▸ Task item: From the data below, return each line in which the string "evenodd" is found.

[Stored items]
■ ■ ■
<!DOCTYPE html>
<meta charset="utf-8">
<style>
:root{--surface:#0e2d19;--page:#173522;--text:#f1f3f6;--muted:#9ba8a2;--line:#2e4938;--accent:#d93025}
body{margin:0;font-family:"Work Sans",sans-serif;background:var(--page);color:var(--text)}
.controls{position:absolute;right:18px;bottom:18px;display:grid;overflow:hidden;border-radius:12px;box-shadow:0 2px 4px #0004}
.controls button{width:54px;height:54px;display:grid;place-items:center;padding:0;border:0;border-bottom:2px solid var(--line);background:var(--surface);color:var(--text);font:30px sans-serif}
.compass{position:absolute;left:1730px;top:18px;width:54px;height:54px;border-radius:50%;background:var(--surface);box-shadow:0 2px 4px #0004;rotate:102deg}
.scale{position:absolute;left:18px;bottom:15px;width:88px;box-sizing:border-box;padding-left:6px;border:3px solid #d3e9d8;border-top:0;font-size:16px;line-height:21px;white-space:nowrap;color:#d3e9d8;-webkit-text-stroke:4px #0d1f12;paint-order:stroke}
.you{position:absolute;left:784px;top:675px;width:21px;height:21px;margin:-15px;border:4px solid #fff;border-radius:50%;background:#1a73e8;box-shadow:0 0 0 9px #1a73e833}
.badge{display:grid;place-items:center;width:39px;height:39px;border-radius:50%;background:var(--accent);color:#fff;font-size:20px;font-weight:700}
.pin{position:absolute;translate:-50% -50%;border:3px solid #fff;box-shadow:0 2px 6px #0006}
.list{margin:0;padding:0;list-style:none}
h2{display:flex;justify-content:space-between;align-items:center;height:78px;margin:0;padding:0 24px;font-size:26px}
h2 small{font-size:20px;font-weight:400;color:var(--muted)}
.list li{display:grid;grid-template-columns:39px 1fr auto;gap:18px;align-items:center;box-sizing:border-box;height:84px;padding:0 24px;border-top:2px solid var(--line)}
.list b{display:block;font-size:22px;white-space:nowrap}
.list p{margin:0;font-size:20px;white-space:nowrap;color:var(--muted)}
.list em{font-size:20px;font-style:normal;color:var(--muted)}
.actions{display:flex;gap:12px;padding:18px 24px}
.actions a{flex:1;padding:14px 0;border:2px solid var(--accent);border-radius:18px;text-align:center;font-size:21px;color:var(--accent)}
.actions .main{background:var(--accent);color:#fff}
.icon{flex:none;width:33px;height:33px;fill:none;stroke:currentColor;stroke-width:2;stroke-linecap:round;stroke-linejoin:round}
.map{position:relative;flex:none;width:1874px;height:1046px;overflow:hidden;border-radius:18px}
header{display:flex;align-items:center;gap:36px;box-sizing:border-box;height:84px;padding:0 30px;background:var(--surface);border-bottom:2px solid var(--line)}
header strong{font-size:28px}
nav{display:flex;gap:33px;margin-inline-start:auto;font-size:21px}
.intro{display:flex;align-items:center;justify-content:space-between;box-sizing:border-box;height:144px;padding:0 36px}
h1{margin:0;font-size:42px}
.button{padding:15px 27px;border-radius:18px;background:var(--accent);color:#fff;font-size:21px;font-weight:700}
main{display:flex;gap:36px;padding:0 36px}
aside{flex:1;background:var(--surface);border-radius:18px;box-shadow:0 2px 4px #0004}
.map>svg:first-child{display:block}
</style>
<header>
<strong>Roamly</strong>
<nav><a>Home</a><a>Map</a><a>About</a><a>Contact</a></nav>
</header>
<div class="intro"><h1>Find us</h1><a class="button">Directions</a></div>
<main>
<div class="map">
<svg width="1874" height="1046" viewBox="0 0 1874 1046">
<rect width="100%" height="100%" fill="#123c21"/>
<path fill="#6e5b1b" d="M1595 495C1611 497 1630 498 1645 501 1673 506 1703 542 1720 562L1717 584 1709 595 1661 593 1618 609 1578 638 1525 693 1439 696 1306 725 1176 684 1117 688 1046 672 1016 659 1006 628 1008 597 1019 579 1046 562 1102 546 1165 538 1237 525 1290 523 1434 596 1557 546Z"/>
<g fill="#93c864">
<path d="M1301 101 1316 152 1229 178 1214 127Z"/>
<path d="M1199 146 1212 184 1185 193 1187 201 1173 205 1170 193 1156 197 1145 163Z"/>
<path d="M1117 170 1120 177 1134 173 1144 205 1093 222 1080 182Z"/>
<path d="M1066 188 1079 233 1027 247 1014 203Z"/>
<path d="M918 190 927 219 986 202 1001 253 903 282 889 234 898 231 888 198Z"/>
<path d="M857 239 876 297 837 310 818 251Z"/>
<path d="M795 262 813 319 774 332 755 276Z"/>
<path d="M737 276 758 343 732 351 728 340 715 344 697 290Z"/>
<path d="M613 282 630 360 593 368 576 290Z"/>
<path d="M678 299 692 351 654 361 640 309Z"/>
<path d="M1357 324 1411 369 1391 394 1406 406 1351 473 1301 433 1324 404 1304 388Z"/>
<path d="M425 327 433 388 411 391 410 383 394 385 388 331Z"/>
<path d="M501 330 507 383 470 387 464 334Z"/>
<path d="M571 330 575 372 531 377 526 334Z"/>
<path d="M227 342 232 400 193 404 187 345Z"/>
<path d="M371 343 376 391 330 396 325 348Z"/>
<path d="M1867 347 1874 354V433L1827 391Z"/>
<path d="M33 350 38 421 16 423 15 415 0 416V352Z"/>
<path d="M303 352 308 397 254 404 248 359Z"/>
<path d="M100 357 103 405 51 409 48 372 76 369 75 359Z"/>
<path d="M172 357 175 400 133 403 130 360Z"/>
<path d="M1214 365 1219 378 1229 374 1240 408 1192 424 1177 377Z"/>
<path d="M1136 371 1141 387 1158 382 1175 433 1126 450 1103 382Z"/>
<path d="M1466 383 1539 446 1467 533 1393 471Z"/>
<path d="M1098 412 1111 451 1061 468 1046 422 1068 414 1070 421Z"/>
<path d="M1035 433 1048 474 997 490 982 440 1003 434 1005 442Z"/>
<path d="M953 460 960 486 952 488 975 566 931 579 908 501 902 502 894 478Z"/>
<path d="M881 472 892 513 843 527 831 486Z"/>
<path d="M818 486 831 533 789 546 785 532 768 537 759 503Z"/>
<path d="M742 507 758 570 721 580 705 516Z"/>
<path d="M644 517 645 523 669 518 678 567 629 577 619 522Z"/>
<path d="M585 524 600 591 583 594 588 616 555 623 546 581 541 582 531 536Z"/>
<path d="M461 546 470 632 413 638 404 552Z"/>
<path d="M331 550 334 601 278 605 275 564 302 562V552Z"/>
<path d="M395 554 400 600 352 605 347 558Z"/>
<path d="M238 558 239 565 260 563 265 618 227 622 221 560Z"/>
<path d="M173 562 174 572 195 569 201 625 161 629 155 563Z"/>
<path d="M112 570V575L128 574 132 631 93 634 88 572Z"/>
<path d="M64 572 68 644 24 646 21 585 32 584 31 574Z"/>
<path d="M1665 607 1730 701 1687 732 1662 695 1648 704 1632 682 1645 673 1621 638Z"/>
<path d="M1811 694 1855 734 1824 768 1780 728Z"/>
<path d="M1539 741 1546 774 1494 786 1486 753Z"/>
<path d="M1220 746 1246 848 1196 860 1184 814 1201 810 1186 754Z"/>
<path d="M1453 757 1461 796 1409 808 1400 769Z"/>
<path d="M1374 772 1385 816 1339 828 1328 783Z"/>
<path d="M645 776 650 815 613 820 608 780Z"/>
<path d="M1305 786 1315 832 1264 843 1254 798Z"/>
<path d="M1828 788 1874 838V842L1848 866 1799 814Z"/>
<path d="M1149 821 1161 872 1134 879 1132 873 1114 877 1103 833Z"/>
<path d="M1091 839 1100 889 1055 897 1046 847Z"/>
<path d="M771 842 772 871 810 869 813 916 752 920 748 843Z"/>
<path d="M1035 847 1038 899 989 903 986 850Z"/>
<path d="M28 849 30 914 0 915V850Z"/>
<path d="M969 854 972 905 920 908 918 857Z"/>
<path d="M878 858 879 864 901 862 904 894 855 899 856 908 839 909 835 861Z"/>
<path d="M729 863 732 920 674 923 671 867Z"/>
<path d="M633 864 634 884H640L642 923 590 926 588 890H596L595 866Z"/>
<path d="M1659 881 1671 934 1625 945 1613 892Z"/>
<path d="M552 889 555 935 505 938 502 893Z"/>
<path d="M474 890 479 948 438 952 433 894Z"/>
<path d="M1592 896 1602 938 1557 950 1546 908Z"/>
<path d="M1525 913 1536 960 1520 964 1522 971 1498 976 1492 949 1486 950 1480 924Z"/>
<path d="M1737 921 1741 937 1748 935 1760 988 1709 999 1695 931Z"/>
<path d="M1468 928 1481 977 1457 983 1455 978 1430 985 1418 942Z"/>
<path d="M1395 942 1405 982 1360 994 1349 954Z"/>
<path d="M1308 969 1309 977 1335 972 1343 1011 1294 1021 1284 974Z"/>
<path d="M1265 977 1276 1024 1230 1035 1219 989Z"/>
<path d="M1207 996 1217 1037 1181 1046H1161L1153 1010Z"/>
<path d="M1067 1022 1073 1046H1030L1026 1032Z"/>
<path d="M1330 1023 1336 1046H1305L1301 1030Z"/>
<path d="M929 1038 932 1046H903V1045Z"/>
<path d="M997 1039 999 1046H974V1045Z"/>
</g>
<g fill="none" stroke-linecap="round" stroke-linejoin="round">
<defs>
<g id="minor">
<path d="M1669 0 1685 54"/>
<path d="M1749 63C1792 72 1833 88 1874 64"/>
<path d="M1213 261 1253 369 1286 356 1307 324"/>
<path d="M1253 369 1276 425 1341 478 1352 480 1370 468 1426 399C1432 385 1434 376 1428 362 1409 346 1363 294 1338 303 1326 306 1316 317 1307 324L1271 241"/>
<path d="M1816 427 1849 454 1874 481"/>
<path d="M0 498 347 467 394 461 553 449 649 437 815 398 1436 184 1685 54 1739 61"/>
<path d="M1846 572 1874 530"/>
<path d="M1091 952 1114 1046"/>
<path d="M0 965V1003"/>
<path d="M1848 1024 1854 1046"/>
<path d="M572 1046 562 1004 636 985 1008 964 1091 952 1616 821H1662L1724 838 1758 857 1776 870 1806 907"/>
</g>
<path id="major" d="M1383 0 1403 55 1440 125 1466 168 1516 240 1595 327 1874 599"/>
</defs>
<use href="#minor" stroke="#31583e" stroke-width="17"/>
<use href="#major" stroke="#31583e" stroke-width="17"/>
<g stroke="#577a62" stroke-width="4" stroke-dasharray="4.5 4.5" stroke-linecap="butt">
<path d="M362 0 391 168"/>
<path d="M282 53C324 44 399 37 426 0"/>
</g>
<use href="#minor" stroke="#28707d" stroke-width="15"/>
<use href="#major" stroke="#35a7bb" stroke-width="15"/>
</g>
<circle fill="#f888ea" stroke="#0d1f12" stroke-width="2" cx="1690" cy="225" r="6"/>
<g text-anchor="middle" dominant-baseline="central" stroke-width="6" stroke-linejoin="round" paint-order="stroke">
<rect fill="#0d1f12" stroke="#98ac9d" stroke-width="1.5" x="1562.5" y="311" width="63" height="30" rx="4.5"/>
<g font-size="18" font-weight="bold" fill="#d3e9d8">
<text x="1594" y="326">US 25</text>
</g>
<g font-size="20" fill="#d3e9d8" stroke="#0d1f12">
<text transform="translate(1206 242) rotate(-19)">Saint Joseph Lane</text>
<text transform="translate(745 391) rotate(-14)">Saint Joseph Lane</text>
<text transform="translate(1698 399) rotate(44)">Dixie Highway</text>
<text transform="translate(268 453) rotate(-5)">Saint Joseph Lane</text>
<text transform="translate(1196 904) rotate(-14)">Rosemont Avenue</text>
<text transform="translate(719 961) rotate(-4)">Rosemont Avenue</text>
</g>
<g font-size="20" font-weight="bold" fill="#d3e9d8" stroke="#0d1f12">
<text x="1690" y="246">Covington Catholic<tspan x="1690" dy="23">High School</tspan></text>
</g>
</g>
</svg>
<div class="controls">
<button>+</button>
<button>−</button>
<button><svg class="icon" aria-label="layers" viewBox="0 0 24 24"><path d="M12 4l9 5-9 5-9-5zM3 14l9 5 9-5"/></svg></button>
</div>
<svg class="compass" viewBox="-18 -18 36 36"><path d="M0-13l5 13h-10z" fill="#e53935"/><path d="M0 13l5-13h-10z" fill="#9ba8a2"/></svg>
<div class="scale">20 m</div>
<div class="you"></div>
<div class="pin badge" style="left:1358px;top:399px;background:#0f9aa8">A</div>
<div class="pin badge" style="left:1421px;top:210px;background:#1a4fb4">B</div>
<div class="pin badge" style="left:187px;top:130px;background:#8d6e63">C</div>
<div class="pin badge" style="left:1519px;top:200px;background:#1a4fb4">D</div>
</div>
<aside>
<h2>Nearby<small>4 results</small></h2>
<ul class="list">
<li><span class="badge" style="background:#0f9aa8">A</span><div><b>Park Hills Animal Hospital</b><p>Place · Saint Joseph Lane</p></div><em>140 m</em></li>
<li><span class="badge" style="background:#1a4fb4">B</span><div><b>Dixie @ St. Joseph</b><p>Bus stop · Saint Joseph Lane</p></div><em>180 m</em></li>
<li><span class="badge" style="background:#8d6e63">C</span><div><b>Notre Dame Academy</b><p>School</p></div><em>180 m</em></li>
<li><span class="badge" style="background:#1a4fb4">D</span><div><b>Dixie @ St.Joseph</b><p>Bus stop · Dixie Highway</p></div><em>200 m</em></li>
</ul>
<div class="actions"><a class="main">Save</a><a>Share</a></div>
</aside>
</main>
■ ■ ■
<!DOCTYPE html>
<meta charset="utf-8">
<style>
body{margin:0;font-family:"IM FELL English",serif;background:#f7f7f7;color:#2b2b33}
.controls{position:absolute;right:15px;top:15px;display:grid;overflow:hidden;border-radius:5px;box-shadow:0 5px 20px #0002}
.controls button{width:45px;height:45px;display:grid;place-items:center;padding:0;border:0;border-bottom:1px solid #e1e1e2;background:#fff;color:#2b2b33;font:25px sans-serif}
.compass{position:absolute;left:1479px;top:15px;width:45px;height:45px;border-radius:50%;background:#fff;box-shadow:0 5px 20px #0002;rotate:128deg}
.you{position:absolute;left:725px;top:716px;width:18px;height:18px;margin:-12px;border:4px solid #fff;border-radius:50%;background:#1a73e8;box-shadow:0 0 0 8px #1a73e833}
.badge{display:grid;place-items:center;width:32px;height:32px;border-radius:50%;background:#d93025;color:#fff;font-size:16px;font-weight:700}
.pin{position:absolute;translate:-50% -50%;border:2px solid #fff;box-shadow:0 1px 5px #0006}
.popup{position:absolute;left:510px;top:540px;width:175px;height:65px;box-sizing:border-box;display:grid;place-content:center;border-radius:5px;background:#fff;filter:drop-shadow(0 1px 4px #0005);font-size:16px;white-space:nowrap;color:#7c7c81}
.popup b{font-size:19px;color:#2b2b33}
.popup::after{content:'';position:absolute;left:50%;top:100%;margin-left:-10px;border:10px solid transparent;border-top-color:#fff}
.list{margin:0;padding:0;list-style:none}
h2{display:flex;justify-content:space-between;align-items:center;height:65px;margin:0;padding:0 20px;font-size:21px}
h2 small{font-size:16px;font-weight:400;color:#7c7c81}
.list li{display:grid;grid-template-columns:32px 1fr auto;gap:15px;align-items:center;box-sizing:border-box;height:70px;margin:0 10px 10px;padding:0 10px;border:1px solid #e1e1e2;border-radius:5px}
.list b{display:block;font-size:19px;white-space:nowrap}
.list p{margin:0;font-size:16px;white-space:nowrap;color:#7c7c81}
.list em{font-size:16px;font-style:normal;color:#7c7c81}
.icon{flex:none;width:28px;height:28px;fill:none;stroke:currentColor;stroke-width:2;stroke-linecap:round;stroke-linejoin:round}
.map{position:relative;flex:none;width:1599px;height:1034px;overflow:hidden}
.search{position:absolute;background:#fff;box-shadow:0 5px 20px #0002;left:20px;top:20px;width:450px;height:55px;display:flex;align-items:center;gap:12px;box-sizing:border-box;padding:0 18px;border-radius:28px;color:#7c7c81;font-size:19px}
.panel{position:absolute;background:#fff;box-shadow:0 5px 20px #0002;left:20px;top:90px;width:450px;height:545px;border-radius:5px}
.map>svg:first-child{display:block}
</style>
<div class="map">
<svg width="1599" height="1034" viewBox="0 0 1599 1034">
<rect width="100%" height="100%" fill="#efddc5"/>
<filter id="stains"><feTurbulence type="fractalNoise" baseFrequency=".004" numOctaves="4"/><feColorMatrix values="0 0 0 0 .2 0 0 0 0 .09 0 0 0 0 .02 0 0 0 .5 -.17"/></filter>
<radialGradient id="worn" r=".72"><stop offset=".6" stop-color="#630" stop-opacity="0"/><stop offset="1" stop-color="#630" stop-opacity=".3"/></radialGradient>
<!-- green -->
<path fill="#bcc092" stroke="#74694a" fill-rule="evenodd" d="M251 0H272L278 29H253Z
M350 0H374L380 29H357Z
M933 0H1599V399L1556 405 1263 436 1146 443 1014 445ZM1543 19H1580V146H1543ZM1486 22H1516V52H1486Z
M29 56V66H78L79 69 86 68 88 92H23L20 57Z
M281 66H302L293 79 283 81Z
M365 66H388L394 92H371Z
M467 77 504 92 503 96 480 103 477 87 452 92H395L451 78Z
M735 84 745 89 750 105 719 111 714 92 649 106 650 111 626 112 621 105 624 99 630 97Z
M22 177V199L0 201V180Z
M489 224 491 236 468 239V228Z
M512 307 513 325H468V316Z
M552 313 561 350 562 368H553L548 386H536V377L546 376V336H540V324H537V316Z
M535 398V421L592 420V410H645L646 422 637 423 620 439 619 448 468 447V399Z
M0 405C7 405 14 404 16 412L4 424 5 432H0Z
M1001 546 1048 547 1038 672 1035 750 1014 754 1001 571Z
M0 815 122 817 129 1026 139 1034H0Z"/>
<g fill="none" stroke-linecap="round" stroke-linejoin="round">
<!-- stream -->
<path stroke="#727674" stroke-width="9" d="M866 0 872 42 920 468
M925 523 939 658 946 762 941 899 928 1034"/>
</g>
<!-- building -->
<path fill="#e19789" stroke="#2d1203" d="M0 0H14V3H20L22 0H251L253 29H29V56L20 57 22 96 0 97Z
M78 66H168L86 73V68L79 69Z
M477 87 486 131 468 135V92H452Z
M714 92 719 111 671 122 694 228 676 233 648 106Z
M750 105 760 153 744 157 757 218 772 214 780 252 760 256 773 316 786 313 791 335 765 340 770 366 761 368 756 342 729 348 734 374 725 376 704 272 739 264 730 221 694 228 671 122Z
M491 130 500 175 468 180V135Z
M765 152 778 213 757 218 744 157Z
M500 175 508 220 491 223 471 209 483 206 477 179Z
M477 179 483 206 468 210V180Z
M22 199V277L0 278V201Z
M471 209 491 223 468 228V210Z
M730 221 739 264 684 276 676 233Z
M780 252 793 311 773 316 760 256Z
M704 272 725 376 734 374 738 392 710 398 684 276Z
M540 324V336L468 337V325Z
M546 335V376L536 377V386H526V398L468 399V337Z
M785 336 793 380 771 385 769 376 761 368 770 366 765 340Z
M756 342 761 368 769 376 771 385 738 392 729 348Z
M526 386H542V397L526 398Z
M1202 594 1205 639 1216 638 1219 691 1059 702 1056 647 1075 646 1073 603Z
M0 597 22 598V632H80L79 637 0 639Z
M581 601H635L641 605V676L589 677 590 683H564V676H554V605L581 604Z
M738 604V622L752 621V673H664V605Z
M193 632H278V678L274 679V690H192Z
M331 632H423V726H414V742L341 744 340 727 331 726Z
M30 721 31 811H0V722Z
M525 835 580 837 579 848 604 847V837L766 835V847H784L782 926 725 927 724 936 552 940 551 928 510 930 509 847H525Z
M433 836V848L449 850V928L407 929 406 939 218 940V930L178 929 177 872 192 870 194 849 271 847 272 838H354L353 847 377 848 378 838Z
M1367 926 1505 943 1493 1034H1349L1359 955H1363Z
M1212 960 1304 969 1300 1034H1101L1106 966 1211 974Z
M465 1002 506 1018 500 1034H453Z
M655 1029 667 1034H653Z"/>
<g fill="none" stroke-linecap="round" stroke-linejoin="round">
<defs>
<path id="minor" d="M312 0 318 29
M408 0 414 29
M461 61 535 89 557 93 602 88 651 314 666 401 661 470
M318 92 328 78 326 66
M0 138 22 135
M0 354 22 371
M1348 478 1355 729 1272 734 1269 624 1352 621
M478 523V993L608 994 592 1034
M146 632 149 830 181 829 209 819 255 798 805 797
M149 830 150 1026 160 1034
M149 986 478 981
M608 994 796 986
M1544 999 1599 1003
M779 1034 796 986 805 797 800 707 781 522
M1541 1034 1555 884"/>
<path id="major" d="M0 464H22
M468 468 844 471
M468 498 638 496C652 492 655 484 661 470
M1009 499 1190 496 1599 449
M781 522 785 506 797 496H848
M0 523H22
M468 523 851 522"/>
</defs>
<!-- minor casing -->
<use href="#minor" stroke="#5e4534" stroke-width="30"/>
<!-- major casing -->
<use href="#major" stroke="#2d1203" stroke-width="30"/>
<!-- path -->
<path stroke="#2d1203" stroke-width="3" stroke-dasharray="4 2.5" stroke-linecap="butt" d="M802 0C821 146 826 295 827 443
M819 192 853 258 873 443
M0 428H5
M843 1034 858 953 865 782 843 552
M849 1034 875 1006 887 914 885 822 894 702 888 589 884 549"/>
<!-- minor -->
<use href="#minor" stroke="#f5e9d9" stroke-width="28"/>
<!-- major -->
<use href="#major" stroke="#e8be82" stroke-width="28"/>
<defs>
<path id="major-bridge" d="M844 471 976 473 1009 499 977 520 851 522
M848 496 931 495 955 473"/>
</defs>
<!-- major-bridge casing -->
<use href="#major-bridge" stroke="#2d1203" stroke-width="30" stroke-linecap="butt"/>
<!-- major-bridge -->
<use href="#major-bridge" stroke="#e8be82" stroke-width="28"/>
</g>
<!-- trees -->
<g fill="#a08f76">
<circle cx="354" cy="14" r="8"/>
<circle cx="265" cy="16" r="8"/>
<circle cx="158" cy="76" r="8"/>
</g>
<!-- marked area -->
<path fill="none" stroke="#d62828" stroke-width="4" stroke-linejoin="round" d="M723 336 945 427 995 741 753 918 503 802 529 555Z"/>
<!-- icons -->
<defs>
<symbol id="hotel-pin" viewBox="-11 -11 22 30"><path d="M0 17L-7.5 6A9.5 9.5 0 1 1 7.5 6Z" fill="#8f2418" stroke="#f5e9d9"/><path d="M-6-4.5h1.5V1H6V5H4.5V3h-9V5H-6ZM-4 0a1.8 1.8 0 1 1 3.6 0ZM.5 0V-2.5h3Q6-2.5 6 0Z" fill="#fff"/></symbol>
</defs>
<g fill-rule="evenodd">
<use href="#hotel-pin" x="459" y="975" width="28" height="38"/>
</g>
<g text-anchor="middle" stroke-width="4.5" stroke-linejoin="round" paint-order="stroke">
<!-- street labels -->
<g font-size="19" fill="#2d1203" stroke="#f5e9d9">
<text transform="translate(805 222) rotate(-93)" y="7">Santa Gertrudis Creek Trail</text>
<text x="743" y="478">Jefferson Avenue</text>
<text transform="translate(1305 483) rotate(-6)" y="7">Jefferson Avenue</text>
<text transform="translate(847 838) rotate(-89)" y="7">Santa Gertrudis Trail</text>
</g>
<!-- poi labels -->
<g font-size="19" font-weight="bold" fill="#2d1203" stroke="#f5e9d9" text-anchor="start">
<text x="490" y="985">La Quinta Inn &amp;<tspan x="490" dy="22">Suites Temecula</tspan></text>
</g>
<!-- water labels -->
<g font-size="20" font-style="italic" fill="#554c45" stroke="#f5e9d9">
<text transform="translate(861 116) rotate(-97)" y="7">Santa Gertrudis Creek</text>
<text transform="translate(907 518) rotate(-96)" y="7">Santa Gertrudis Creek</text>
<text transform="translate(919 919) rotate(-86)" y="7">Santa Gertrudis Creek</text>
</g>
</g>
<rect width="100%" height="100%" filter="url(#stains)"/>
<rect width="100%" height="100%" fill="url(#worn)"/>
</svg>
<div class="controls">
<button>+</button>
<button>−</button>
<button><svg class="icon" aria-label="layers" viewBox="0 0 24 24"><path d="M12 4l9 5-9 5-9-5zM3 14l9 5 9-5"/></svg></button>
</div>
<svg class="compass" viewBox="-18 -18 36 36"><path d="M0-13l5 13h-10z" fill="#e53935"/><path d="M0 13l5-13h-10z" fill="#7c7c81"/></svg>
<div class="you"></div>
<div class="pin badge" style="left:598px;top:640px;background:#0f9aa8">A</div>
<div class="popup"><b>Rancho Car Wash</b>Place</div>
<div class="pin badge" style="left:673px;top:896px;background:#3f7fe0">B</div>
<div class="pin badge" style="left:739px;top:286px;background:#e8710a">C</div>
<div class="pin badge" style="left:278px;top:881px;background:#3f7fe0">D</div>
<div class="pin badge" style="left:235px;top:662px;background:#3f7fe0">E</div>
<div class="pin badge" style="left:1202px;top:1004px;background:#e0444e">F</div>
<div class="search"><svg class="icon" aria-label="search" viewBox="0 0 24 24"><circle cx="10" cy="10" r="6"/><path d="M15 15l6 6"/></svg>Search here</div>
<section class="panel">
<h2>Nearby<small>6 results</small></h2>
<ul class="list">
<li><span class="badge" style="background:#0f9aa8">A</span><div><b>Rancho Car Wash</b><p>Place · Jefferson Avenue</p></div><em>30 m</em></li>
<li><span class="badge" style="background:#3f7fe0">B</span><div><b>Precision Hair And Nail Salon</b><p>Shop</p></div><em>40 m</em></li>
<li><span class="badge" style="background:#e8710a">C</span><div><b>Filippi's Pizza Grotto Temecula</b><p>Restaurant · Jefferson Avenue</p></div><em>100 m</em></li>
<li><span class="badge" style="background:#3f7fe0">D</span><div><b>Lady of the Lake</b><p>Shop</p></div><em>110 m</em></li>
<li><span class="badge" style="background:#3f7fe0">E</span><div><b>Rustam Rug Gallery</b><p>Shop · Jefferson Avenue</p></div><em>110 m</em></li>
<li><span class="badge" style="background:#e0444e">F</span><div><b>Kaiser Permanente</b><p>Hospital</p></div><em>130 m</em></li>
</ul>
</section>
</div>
■ ■ ■
▸ Answer area:
<path fill="#bcc092" stroke="#74694a" fill-rule="evenodd" d="M251 0H272L278 29H253Z
<g fill-rule="evenodd">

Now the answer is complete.